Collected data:
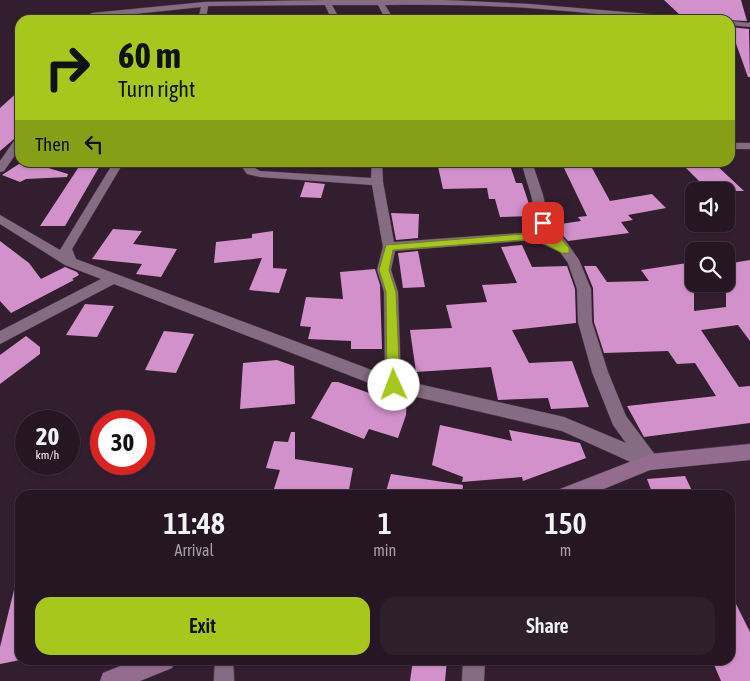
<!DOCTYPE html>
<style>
body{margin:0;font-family:"Asap Condensed",sans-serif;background:#2e1f2c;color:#f1f3f6;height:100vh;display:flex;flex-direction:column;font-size:19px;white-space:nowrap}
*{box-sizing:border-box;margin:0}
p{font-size:16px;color:#a49fa6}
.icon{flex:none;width:28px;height:28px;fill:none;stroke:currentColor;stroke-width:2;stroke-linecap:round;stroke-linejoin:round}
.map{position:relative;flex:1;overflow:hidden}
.panel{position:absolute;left:15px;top:490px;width:720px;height:175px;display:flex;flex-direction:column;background:#261624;border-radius:15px;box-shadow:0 1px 4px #0004,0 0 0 1px #423541}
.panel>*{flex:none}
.banner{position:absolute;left:15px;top:15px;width:720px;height:152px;border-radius:15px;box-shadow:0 1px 4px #0004,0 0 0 1px #423541;background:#a8c71d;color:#111;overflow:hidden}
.controls{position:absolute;left:685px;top:182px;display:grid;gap:10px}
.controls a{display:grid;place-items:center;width:50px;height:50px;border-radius:10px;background:#261624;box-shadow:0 1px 4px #0004,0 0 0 1px #423541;font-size:25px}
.speed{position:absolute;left:15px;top:410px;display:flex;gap:10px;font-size:25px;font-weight:700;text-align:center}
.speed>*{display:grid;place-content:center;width:65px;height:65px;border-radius:50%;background:#261624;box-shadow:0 1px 4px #0004,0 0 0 1px #423541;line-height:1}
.speed small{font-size:12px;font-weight:400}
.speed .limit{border:8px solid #d22;background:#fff;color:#111}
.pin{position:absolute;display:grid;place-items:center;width:42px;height:42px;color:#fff;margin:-21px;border-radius:10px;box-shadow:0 2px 8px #0006}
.me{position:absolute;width:55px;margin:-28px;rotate:358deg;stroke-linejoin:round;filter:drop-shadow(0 0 4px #0008)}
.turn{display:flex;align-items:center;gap:18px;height:105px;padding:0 20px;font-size:22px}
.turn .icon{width:65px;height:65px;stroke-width:2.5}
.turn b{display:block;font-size:35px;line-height:42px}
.then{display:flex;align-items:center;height:48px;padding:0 20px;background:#0003;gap:10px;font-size:19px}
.eta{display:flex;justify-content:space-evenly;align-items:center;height:85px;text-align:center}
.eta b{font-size:30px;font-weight:600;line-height:35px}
.primary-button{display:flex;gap:10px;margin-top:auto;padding:10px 20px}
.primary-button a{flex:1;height:58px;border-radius:15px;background:#a8c71d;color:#111;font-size:20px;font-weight:600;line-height:58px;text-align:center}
.primary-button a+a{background:#2e1f2c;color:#f1f3f6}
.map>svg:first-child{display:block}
</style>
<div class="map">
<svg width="750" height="681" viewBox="0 0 750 681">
<rect width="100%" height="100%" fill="#331e30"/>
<g fill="#d391cb">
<path d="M664 0H741L747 21 726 20 725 16 680 15Z"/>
<path d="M730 27 749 29 750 77H748Z"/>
<path d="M20 90V134L0 151V108Z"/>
<path d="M22 162H29L68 174 67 177 26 179 20 182 2 175Z"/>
<path d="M82 162H102L65 226H40Z"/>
<path d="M437 162H509L516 183H522L533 216 500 217 495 199H489L487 188 443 189Z"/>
<path d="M680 162H713L744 191H709Z"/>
<path d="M564 168H592L610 201 652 194 666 208 628 215 633 220 621 222 629 233 568 241 554 225 581 221 578 217 587 216Z"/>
<path d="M305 182 325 184 321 198 300 197Z"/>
<path d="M391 213 419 214 418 238 396 240Z"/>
<path d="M113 229 142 231 133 244 177 249 161 277 136 274 142 264 92 259Z"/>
<path d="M273 231V268L287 269 279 293 249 290 262 258 214 263 216 242 252 238V234Z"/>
<path d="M0 241 29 263 41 279 65 267 77 272 79 275 72 279 74 280 11 313 0 301Z"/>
<path d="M522 245 532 267 567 266 575 289 576 323 512 330 529 363 572 361 589 407 551 409 548 398 498 400 491 367 416 372 410 330 452 328 446 305 487 302 482 285 517 283 501 247Z"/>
<path d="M418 251 425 287 403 288 398 253Z"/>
<path d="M750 260V341L738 325 701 330 739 387 750 386V423L644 437 627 406 716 396 695 363 677 364 668 351 604 353 594 322 593 288 584 266H596L607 282 649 281 641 270 694 262V311L726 307V264Z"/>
<path d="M375 269 380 285 382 349H351V341L308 339 311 327 300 326 306 297 343 299 340 272Z"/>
<path d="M85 304 114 306 97 337 66 335Z"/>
<path d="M164 331 194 334 176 373 145 370Z"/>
<path d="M26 336 40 347V354L0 384V355Z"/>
<path d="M277 360 294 366 295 404 240 409 243 363Z"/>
<path d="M332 382H338L392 401 394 394 407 397 406 415 398 438 369 429 364 439 311 418Z"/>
<path d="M440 425 512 441 509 430 580 443 586 458 523 481 522 477 462 482 463 477 432 465Z"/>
<path d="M291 432H295V459L353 468 348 495H272L280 470 266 468 274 441 288 442Z"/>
<path d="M391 474 463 485 462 495H385Z"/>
<path d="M685 476 694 495H653L647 479Z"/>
<path d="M14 590 20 591V660L0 664V647Z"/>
<path d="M730 592 750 632V681H721L712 660H730Z"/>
<path d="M413 660H447L445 681H410Z"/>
</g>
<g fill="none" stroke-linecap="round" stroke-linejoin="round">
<g stroke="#4d3b4b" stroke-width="2">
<path id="lane" d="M215 660H233L234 681H214Z"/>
</g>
<g stroke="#4d3b4b" stroke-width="1">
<g id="street">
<path d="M326 0H444L529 4 696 18 700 20C643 20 586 12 529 8 481 5 433 4 385 5L394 20H386L378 5H332L340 20H332L325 5 208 6 206 20H198L201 7 77 20 92 13 205 2Z"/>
<path d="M730 21 750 23V27L730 25Z"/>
<path d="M20 137V148L4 171 0 172V161L16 138Z"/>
<rect x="730" y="143" width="20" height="6"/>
<path d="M120 162 122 165 72 249 76 259 385 375 384 292 377 270 383 247 372 185 260 177 247 174 242 167 243 162H254L253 167 260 171 371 178 372 162H382L383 182 394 242 536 232 548 237 537 223 531 195 521 162H532L543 195 549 222 565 240 579 260 591 289 592 322 608 372 626 416 656 456 659 462 656 468 650 470 644 468 562 431 387 390 114 284 0 344V331L101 279 65 265 0 224V215L60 250 112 165 113 163ZM534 240 560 252 568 263 577 289 578 322 592 372 613 425 626 443 564 417 401 380 398 292 391 270 395 251Z"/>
<path d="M463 660H485L484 681H462Z"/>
</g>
</g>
<g stroke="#4d3b4b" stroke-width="1">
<g id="secondary">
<path d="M750 444V460L650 470 589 495H558L560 489 650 454Z"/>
<path d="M135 660H175L172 668 140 681H100L103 673Z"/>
</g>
</g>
<use href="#lane" fill="#856c82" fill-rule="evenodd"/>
<use href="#street" fill="#856c82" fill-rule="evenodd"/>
<use href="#secondary" fill="#946c8f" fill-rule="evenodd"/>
</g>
<path fill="#a8c71d" stroke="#6d8113" d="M543 220 546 221 569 248V253H562L535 239 393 250 389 270 396 292 400 385 398 388H389L387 385 386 292 379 270 386 245 536 233 551 239 538 223Z"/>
</svg>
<div class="controls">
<a><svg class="icon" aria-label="sound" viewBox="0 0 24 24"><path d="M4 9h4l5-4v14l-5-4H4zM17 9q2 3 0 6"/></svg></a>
<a><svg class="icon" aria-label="search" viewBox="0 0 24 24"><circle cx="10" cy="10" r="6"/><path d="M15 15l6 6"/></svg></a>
</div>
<div class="speed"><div>20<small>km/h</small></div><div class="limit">30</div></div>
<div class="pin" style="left:543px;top:223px;background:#d93025"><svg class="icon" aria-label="arrive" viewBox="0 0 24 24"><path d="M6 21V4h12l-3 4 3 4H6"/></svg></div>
<svg class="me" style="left:394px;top:385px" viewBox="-20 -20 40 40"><circle r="19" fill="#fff"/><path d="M0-13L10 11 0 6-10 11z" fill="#a8c71d"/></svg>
<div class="banner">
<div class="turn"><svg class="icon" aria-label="right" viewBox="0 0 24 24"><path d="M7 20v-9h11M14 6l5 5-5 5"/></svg><div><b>60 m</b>Turn right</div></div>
<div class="then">Then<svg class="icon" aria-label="left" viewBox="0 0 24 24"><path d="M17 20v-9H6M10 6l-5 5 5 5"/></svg></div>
</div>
<section class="panel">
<div class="eta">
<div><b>11:48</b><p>Arrival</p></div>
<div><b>1</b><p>min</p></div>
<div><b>150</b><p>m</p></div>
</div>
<div class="primary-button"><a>Exit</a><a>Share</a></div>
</section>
</div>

> Work task: Each line above where the word "none" occurs should be copied out.

> Task response:
.icon{flex:none;width:28px;height:28px;fill:none;stroke:currentColor;stroke-width:2;stroke-linecap:round;stroke-linejoin:round}
.panel>*{flex:none}
<g fill="none" stroke-linecap="round" stroke-linejoin="round">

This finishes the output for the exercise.